● **Description of the task**
Please copy each line of the records below that includes the word "Windrest".

● **Material for the task**

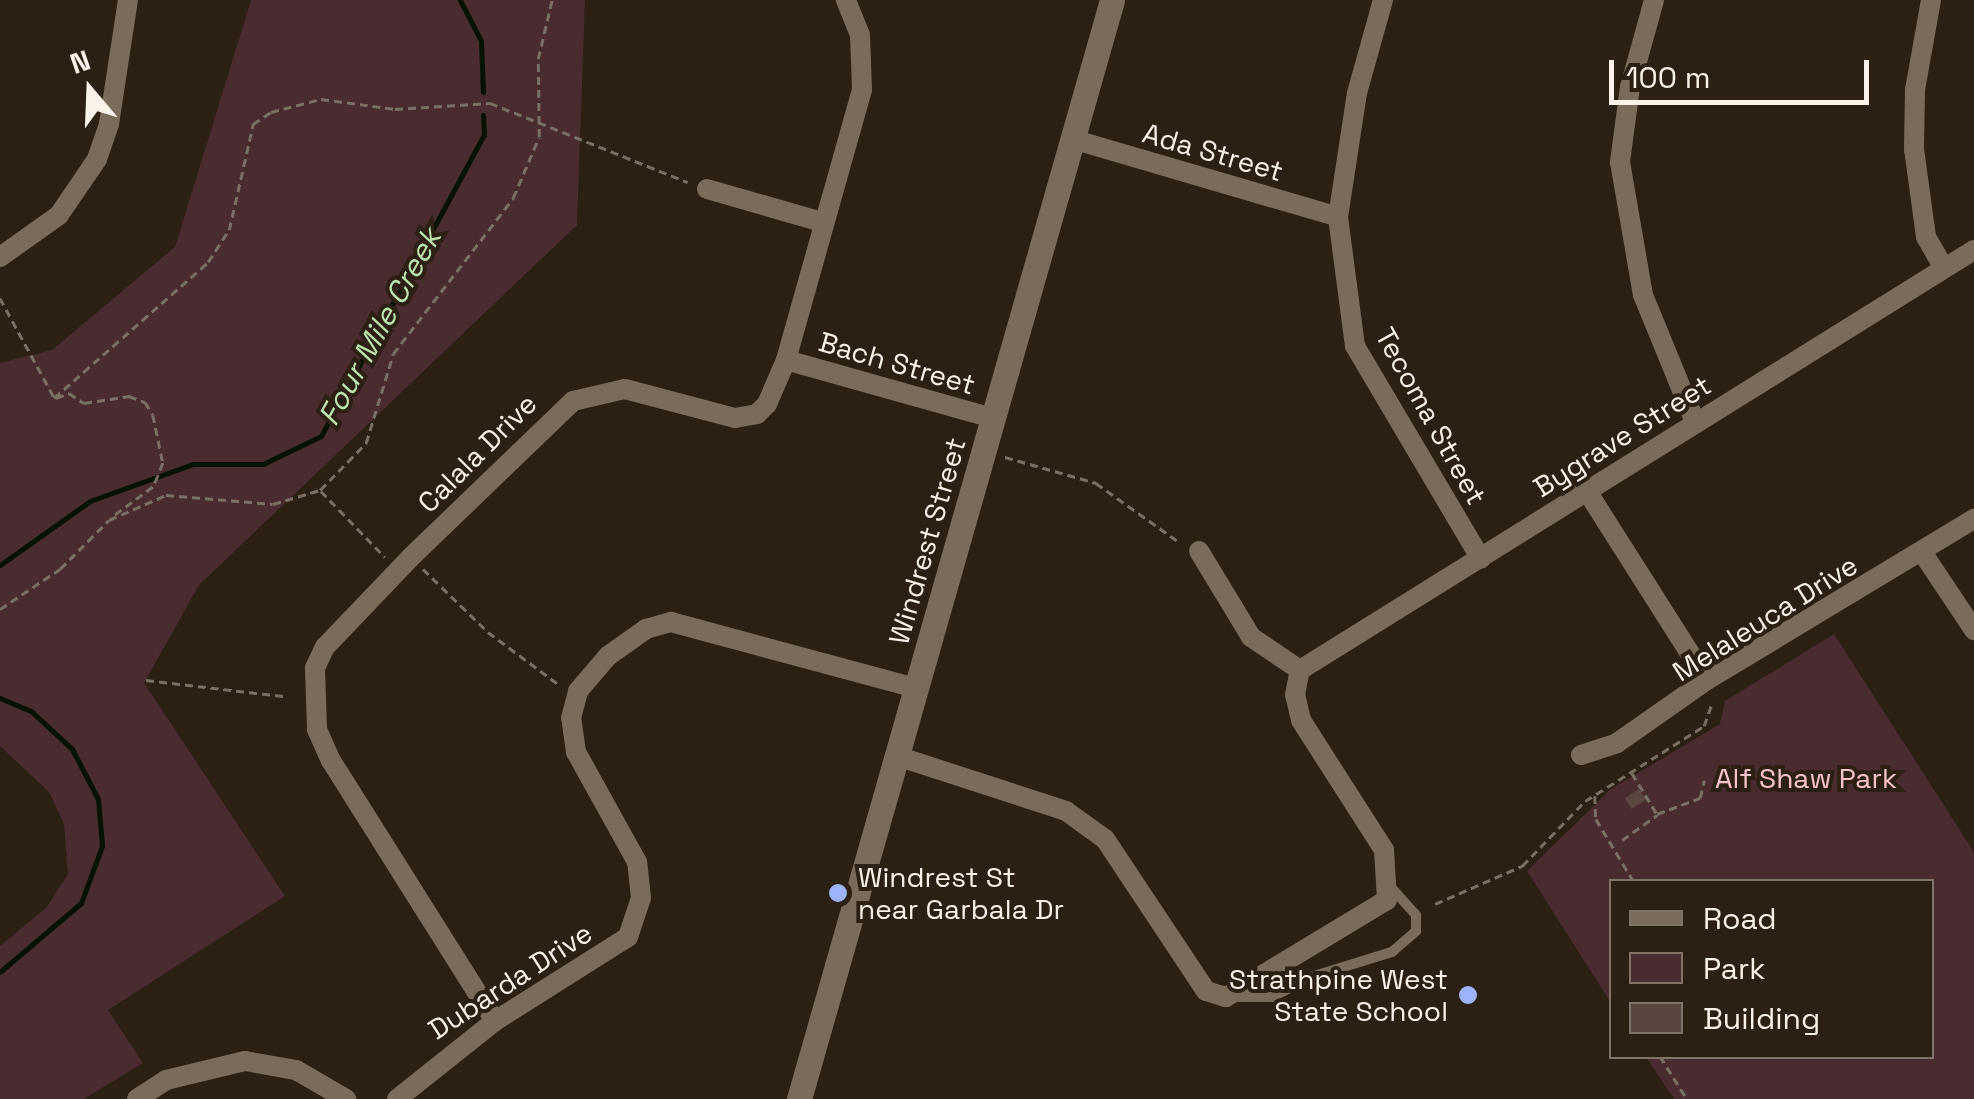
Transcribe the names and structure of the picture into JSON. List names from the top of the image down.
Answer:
{
  "streets": {
    "street": [
      "Ada Street",
      "Bach Street",
      "Tecoma Street",
      "Bygrave Street",
      "Calala Drive",
      "Windrest Street",
      "Melaleuca Drive",
      "Dubarda Drive"
    ]
  },
  "crossings": [
    ["Ada Street", "Tecoma Street"],
    ["Ada Street", "Windrest Street"],
    ["Bach Street", "Calala Drive"],
    ["Bach Street", "Windrest Street"],
    ["Tecoma Street", "Bygrave Street"],
    ["Calala Drive", "Dubarda Drive"],
    ["Windrest Street", "Dubarda Drive"]
  ],
  "water": ["Four Mile Creek"],
  "parks": ["Alf Shaw Park"],
  "places": ["Windrest St near Garbala Dr", "Strathpine West State School"],
  "legend": ["Road", "Park", "Building"],
  "scale_bar": "100 m",
  "north": "top"
}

● **Output**
      "Windrest Street",
    ["Ada Street", "Windrest Street"],
    ["Bach Street", "Windrest Street"],
    ["Windrest Street", "Dubarda Drive"]
  "places": ["Windrest St near Garbala Dr", "Strathpine West State School"],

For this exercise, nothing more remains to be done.